The grid operator is also standing firm on its argument that all of its existing commitments to demand response providers should remain in place -- “Those are clear commitments; they existed prior to the decision,” Bresler said. But if the courts decide otherwise, PJM will seek to build back as many of its commitments as it can through other means, such as contractual relationships between demand response providers and parties with direct relationships to customers.

Meanwhile, power plant groups have filed challenges to demand response's participation in the corresponding capacity programs run by ISO New England and New York ISO. Both have refused to comply, Dixon noted. But if May's decision is upheld, they may be forced to look at their legal options as PJM has.

Dixon stressed that removing the existing capacity markets could lead to blackouts and price spikes, absent a mechanism to allow aggregators like EnerNOC to keep providing what amounts to 80 percent of the region's demand response capacity.

“The concept of portability -- providing that a participant that might not be a load-serving entity can participate in these markets -- is critical,” he said.

What the future holds

While last week's debate between the forces of demand response and power plants offered little sign of reconciliation between the parties, Bresler did note that he heard "at least an indication of agreement in the two presentations that we’ve heard so far." He continued, "Markets need both supply and demand to function. Demand will continue to participate in some way, shape, form or manner in electricity markets."

At the same time, it may not be called "demand response" in the future, he said. “The longer-term future to how demand response -- or more accurately, demand -- participates in the long-term wholesale markets, remains open to discussion."

We've already seen some of these new forms of demand response emerge, including in regions that might have to undergo the wholesale shift in market and program design that PJM is now considering.

Companies like Innovari and Demansys are working on relationships with demand response-providing customers that can be adapted to price-responsive demand type regimes.

Large-scale energy services companies like Schneider Electric, Honeywell and Siemens are also making moves into demand management technology and services, which could be turned over to utilities or managed on behalf of large corporate property portfolios.

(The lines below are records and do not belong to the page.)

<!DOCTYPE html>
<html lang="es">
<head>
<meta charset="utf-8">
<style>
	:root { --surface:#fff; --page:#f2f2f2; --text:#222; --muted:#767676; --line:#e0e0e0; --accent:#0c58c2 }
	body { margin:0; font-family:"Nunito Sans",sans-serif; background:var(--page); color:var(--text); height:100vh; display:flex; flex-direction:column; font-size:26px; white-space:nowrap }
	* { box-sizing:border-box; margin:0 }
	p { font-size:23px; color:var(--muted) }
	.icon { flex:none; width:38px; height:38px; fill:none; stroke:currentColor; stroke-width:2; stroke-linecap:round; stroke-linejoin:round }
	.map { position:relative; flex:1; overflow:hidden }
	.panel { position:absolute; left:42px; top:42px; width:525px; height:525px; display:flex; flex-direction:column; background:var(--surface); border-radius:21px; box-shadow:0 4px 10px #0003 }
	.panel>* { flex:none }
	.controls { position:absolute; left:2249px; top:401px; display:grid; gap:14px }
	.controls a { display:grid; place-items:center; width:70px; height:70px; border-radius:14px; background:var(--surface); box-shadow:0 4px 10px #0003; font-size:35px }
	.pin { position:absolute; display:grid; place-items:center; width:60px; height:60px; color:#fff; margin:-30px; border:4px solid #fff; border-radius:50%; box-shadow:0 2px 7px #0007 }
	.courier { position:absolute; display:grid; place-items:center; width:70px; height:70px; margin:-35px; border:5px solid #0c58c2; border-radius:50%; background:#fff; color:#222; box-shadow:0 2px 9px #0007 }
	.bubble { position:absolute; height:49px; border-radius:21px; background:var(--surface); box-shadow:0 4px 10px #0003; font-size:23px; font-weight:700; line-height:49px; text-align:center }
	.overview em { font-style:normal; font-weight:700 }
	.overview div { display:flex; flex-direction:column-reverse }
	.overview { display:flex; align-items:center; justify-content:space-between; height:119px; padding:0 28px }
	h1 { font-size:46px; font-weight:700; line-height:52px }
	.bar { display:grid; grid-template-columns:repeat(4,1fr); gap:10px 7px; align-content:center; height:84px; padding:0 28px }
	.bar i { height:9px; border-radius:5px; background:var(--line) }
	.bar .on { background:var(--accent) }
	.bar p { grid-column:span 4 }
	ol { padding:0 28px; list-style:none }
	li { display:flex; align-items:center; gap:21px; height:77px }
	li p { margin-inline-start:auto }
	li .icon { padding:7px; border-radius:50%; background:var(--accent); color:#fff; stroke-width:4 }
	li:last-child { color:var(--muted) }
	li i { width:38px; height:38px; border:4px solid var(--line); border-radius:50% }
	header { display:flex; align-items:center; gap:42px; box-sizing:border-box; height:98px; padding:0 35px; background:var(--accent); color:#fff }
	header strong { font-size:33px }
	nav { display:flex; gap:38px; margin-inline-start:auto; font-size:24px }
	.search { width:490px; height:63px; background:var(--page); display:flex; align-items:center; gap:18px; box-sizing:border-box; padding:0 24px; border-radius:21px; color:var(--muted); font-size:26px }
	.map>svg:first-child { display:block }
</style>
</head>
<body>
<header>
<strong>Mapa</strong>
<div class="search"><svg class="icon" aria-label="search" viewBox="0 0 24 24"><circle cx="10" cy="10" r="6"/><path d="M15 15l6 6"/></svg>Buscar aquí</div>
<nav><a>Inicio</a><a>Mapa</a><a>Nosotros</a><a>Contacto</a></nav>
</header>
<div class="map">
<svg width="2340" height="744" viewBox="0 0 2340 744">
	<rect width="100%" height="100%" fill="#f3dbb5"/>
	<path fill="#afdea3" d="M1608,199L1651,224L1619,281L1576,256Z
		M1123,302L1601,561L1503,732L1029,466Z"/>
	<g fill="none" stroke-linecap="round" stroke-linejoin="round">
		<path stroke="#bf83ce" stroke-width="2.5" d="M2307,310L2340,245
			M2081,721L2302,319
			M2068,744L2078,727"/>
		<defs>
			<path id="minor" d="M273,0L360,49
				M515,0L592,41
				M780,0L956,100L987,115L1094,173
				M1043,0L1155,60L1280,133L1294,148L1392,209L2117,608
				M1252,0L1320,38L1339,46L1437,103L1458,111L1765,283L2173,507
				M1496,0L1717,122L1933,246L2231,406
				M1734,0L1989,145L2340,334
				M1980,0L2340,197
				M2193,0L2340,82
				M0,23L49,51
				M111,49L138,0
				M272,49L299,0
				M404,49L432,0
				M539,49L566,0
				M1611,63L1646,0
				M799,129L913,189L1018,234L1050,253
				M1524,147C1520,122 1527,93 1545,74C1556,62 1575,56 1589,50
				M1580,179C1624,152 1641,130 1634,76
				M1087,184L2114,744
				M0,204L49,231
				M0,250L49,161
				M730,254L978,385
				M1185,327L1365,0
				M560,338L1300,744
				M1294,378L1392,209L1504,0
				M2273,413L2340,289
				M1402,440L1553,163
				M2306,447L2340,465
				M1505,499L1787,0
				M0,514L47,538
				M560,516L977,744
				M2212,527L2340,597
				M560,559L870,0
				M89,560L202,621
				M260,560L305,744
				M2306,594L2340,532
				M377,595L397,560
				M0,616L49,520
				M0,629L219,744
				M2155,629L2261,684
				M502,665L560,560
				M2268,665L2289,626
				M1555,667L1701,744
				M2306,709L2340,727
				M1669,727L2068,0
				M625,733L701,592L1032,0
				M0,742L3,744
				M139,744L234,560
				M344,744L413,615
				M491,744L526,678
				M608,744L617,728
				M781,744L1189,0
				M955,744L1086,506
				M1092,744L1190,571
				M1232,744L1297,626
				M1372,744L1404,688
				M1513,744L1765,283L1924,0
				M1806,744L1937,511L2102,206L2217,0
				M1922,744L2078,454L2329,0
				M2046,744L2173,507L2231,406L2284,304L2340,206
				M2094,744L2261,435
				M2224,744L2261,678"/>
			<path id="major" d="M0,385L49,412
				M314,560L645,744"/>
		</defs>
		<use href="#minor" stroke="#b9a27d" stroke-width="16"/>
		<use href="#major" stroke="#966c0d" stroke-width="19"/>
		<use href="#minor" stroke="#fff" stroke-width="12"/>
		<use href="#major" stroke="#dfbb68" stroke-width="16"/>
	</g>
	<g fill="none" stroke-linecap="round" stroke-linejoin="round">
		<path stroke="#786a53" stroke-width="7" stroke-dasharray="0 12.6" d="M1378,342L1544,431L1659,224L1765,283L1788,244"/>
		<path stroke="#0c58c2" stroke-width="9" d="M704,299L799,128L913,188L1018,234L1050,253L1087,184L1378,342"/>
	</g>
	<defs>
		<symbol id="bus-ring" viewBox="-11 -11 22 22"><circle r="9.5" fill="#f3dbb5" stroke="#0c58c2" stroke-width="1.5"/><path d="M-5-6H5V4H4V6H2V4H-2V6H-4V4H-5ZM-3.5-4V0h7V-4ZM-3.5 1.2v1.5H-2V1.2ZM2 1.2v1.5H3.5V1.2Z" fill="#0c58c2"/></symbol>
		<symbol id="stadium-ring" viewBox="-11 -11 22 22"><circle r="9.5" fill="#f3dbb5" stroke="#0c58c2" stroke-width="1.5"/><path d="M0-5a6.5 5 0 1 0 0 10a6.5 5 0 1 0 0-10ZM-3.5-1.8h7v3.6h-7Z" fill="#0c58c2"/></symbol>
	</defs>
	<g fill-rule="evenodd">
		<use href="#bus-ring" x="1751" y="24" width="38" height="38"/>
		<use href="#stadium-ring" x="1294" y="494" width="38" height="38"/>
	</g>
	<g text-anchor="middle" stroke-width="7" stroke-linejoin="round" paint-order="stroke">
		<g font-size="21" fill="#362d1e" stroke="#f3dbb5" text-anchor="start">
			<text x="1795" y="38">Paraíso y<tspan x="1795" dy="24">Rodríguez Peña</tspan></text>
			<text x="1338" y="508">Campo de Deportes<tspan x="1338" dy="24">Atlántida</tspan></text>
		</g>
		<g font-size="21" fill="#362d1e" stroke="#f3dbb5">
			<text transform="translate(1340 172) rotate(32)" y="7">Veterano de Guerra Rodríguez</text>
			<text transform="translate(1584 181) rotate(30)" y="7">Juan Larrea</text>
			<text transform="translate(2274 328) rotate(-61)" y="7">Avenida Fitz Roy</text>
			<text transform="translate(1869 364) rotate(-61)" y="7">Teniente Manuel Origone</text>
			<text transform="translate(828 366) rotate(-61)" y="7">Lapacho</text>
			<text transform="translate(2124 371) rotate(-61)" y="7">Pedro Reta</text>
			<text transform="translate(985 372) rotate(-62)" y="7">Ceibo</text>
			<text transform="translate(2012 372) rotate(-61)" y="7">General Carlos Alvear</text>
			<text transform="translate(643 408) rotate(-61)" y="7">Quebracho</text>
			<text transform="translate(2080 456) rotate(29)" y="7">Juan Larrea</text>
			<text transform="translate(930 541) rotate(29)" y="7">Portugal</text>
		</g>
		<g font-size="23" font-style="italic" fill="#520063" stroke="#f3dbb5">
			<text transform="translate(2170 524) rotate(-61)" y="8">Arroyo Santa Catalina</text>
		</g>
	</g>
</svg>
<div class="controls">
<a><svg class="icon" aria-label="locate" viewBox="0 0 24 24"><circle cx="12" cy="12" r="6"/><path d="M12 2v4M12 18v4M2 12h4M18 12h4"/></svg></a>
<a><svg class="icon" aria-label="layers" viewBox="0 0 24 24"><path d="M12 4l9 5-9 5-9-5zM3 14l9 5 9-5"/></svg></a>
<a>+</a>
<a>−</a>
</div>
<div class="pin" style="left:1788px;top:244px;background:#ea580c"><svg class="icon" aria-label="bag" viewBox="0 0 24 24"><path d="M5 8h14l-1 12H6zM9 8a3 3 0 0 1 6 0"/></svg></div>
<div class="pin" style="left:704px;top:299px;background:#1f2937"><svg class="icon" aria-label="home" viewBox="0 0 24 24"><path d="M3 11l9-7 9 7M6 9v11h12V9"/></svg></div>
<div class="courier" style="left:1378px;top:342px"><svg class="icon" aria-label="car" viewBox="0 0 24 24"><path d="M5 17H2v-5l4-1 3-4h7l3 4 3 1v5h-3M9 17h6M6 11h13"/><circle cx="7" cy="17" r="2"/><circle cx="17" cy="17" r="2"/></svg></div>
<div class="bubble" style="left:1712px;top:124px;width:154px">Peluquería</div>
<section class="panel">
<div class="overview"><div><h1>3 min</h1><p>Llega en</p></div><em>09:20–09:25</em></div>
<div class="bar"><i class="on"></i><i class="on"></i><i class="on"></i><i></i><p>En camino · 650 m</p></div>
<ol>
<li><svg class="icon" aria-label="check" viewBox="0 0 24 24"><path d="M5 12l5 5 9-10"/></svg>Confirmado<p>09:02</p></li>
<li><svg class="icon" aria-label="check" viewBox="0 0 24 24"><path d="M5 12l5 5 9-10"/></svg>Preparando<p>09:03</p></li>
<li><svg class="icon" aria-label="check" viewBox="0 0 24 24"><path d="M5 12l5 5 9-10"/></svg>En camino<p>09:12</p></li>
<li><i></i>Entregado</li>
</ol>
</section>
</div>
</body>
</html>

Retail utilities like NRG and Constellation could also find opportunities in a legal regime that requires demand response participants to have direct contractual relationships with their individual customers.

Then there are providers of technologies that enable demand response: commercial and industrial load controls from the likes of Enbala or Powerit Solutions, behind-the-meter storage from companies like Stem and Green Charge Networks, smart thermostats from Nest, EcoFactor and EnergyHub, or the technology platforms being rolled out by the likes of Opower, Tendril and AutoGrid.

As GTM Research notes in its recent report, these companies "may find that business opportunities have even increased on the commercial side, as load-serving entities take over some of the capacity hole left by the pure-play aggregators."

Finally, it's important to note that power that may be lost to the federally regulated side of the country's energy markets could well be taken up by individual states. Texas operates a grid system independent of FERC oversight, and states including California and New York are reconfiguring their demand response programs to incorporate more distributed and flexible resources into play.

As the legal questions play out over the coming months and years, we're likely to see much more activity from the states to fill in the gaps, and perhaps to provide the market certainty that's now in limbo at the federal level.